Consider this: Say you *had* gold today worth thousands of dollars how would you capitalize on that value? Sell the gold? Where? Do you think *you* would get $1,200 per oz.? Again, I ask, *where*? Say you actually owned the metallic gold itself, perhaps as coins or bullion. What would you do with it? Keep it at home? Dangerous. Pay to store it? That would have the effect of your *paying* to own gold, not collecting on it.

I suggest buying the smallest amount of gold bullion you can buy. Then keep it a home just to look at and admire. After all, gold *is* "pretty". Meanwhile *invest* your funds sensibly!

Frank of MI 9:06AM May 21, 2010

No yield? It yielded 75% profit since I bought mine 18 months ago. Only has intrinsic value?
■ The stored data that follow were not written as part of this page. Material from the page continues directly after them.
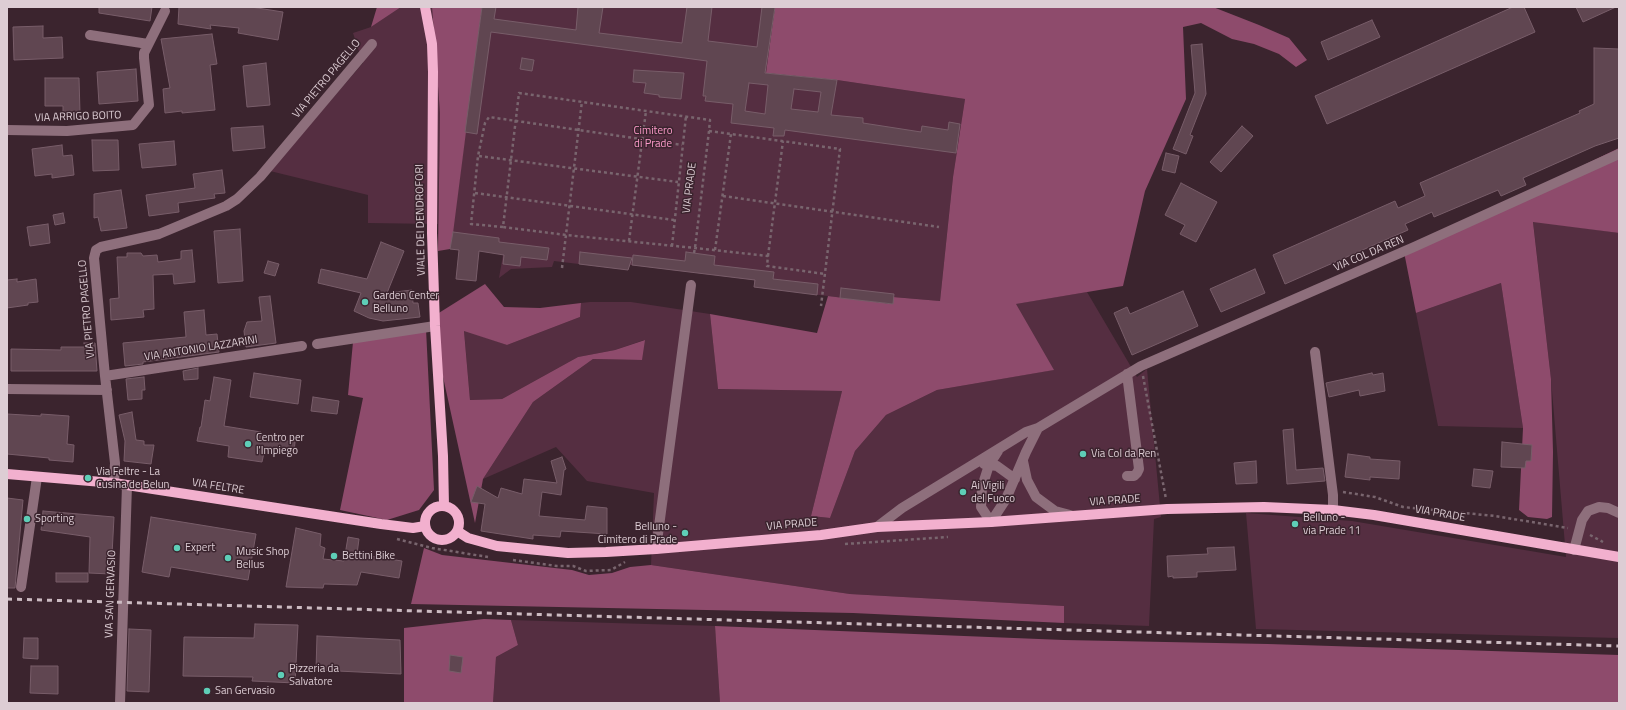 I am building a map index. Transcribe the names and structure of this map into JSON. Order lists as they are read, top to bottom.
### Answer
{
  "streets": {
    "main road": ["VIA PRADE", "VIALE DEI DENDROFORI", "VIA FELTRE"],
    "street": [
      "VIA PIETRO PAGELLO",
      "VIA ARRIGO BOITO",
      "VIA COL DA REN",
      "VIA ANTONIO LAZZARINI",
      "VIA SAN GERVASIO"
    ]
  },
  "crossings": [
    ["VIA PIETRO PAGELLO", "VIA ANTONIO LAZZARINI"],
    ["VIA PIETRO PAGELLO", "VIA FELTRE"],
    ["VIA PRADE", "VIALE DEI DENDROFORI"],
    ["VIA PRADE", "VIA COL DA REN"],
    ["VIA PRADE", "VIA FELTRE"],
    ["VIALE DEI DENDROFORI", "VIA FELTRE"],
    ["VIA FELTRE", "VIA SAN GERVASIO"]
  ],
  "parks": ["Cimitero di Prade"],
  "places": [
    "Garden Center Belluno",
    "Centro per l'Impiego",
    "Via Col da Ren",
    "Via Feltre - La Cusina de Belun",
    "Ai Vigili del Fuoco",
    "Sporting",
    "Belluno - via Prade 11",
    "Belluno - Cimitero di Prade",
    "Expert",
    "Bettini Bike",
    "Music Shop Bellus",
    "Pizzeria da Salvatore",
    "San Gervasio"
  ]
} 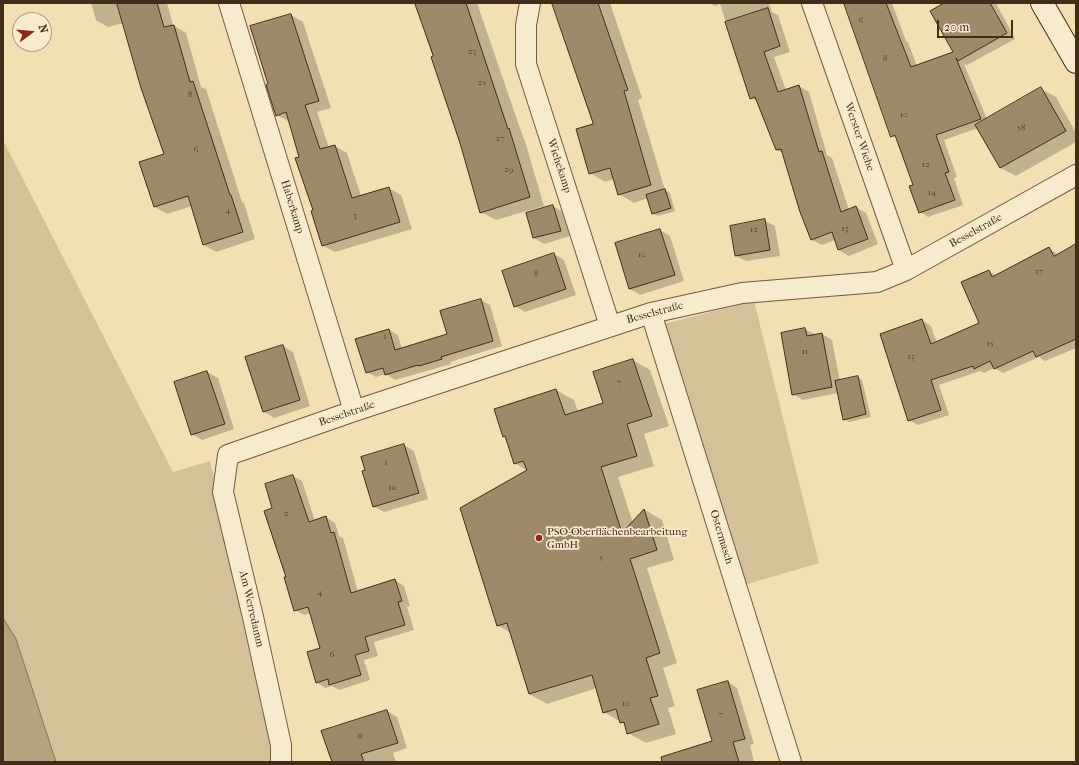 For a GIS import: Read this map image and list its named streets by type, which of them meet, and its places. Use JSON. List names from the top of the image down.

Thats the only kind of value that is rock solid, any EXtrinsic value in any investment is simply an emotional premium put on top of solid intrinsic value, and extrinsic value is simply purely speculative and could evaporate instantly, such as how many companies cannot afford to pay dividends anymore.
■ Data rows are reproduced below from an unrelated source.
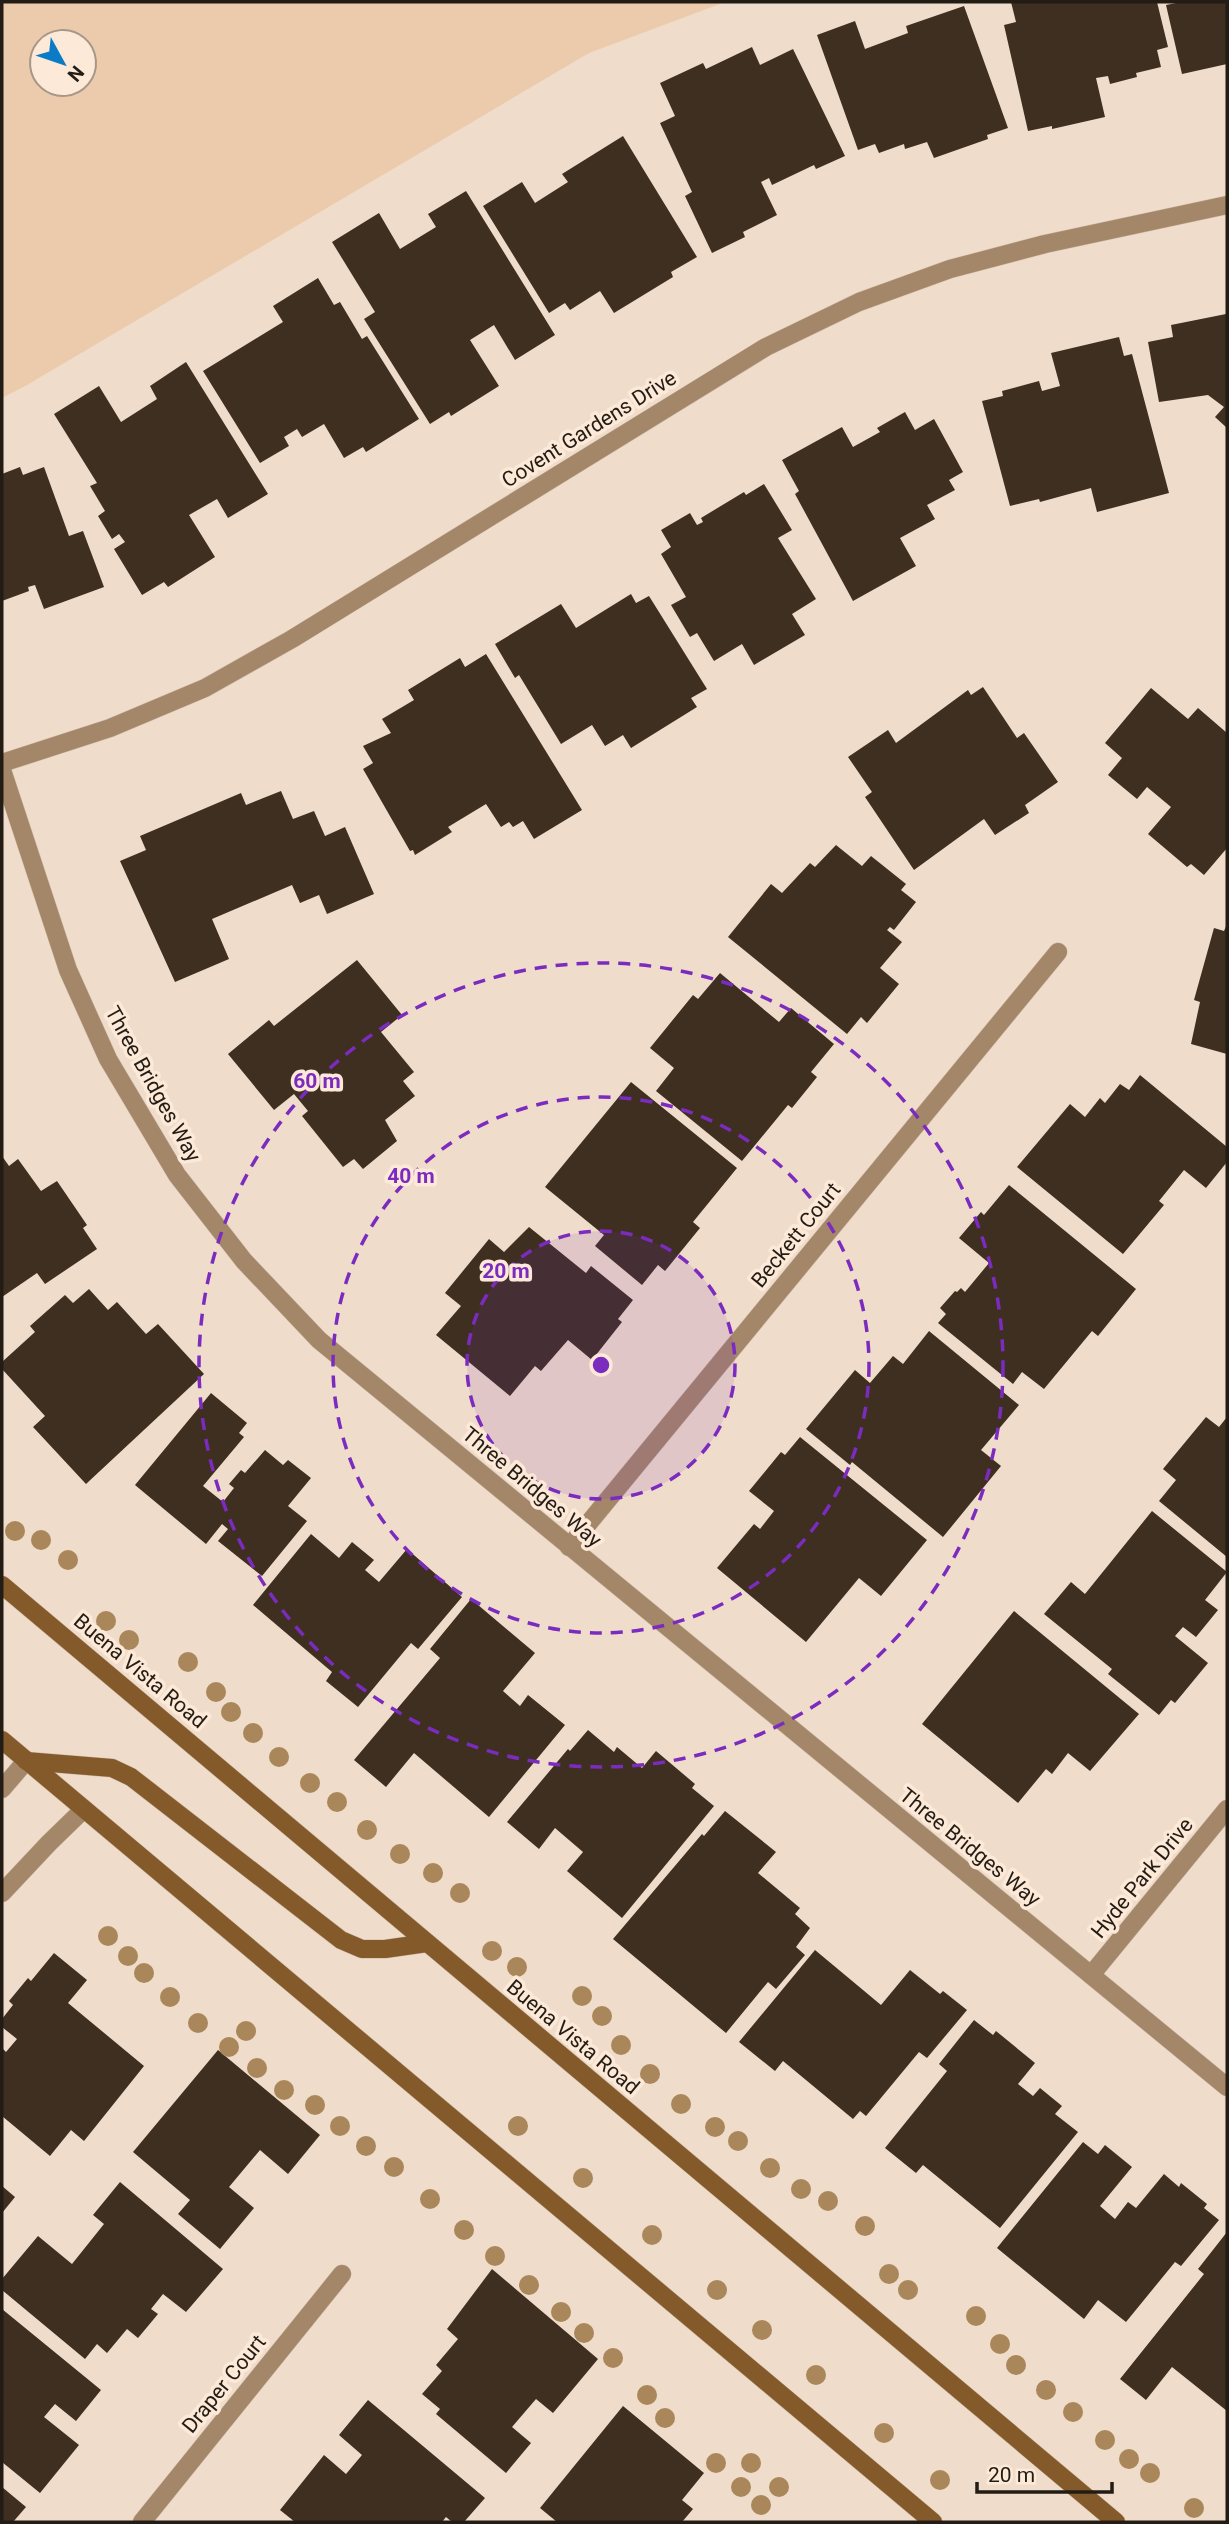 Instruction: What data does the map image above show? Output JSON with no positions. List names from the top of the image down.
{
  "streets": {
    "main road": ["Buena Vista Road"],
    "street": [
      "Covent Gardens Drive",
      "Three Bridges Way",
      "Beckett Court",
      "Hyde Park Drive",
      "Draper Court"
    ]
  },
  "crossings": [
    ["Three Bridges Way", "Beckett Court"],
    ["Three Bridges Way", "Hyde Park Drive"]
  ],
  "scale_bar": "20 m",
  "north": "bottom right",
  "rings": ["60 m", "40 m", "20 m"]
}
It is ridiculous how everytime gold is making a new breakout to a new high in a 10 year bull gold market while stocks are crashing....its amazing to see the established fools say its in a bubble. GOLD is the only REAL MONEY on this planet, it cannot be printed and doubled in volume, and in fact is hoarded and decreases in available volume occur on an ongoing basis.

Gold should be valued at $2600 per ounce to make up for all the "extra" us dollars and euros that have been printed out of thin air. There are more dollars chasing the same (or less, due to hoarding) amount of gold. Mine production has been falling for 10 years, new gold is harder to find and more expensive to extract.

If people would stop buying the paper gold junk trading instruments and buy real gold bullion and coins instead, the price would probably exceed $5000 per ounce after the transfers were done.

In 4000 years time, NOT ONE fiat paper money system has ever been successful, and in the same 4000 years time, GOLD has been the only real money on the face of the earth that has endured. Silver is the only real money that compares.

Buy gold and silver and within one year you will have made more than in 10 years of stock ownership.